Novel Procedures for Identification and Characterization of Viral Proteases Inhibitors

University dissertation from Uppsala : Acta Universitatis Upsaliensis

Abstract: Viral proteases are often considered to be attractive drug targets because of their crucial function in the viral replication machinery. In order to increase our knowledge of these important targets and to contribute to the discovery and development of new antiviral drugs, the proteases from hepatitis C virus (HCV) and human cytomegalovirus (HCMV) have been produced and their interactions with inhibitors and fragments have been characterized, using enzyme inhibition and SPR biosensor based interaction assay.The structure activity relationships and the resistance profiles of a series of HCV NS3 protease inhibitors based on either P2 proline or phenylglycine residues were analyzed using wild type genotype 1a and the major resistant variants A156T and D168V. The observed susceptibility to substitutions associated with these resistance variants was concluded to depend on the P2 and the P1 residue, and not only on the P2 residue as previously had been suggested.

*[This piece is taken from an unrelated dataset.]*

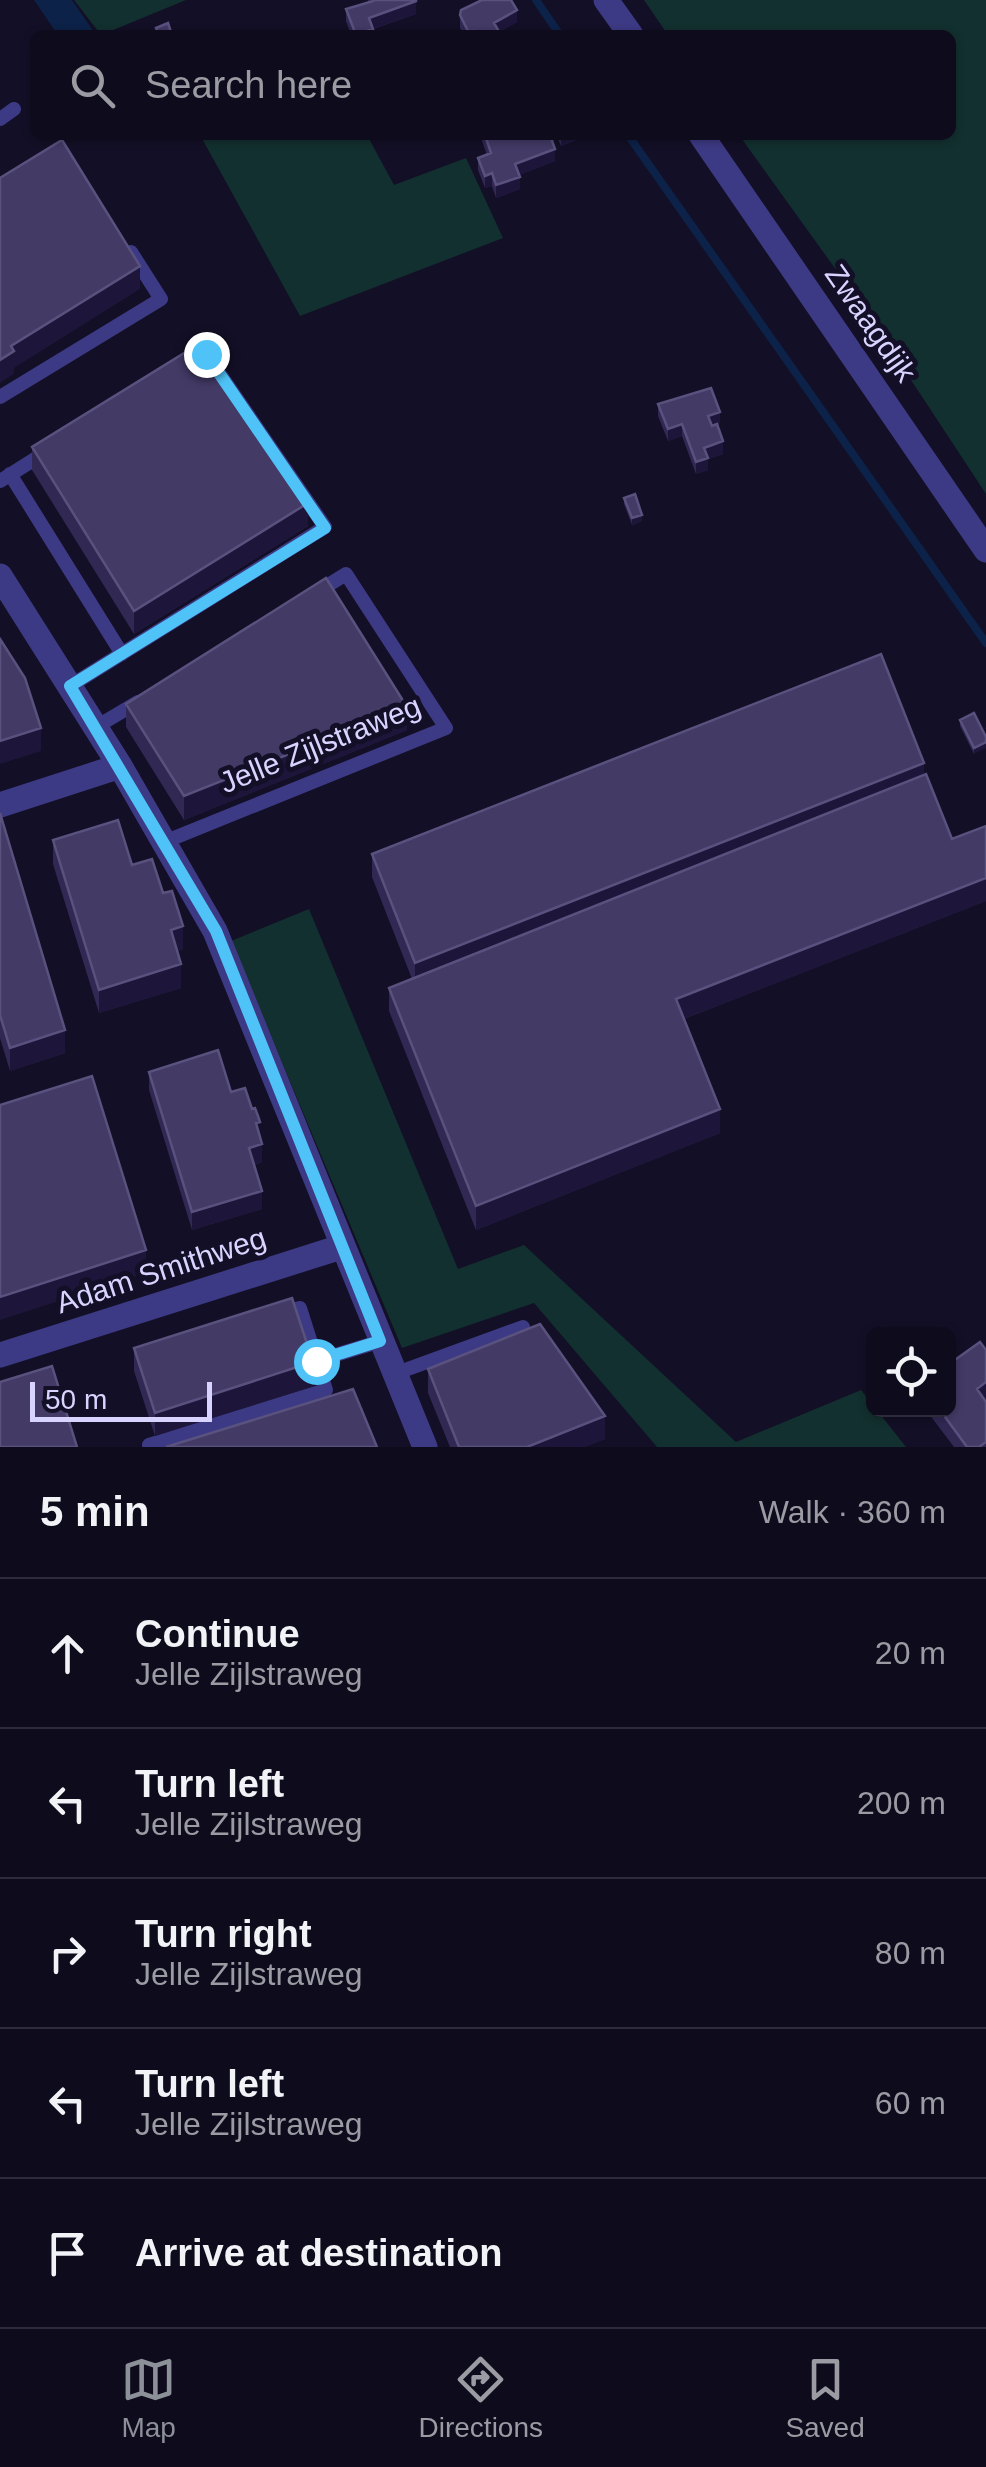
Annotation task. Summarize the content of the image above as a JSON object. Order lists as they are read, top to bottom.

In order to be able to evaluate how the potency of inhibitors is affected by genetic variation, their effect was evaluated on wild type NS3 from genotype 1a, 1b and 3a as well as on the resistant variant R155K from genotype 1a. To enable a comparison of the inhibitory effect on the enzyme variants, the compounds were analyzed under conditions optimized for each variant. VX-950 was found to be the least susceptible compound to resistance and genetic variation. A more detailed analysis showed that the kinetic and mechanistic features of the inhibitors were significantly different for the different genotypes. The reversible non covalent macrocyclic inhibitor ITMN 191 was revealed to have favorable kinetics for all three genotypes. This is an advantage for the design of broad spectrum drugs.A fragment based procedure for identifying and validating novel scaffolds for inhibitors of HCMV protease was established. It identified fragments that may serve as starting points for the discovery of effective inhibitors against this challenging target.  The procedures developed for the evaluation and identification of novel HCV NS3 and HCMV protease inhibitors have contributed to a deeper understanding of protease-inhibitor interactions that is expected to have an impact on the design of novel antiviral drugs.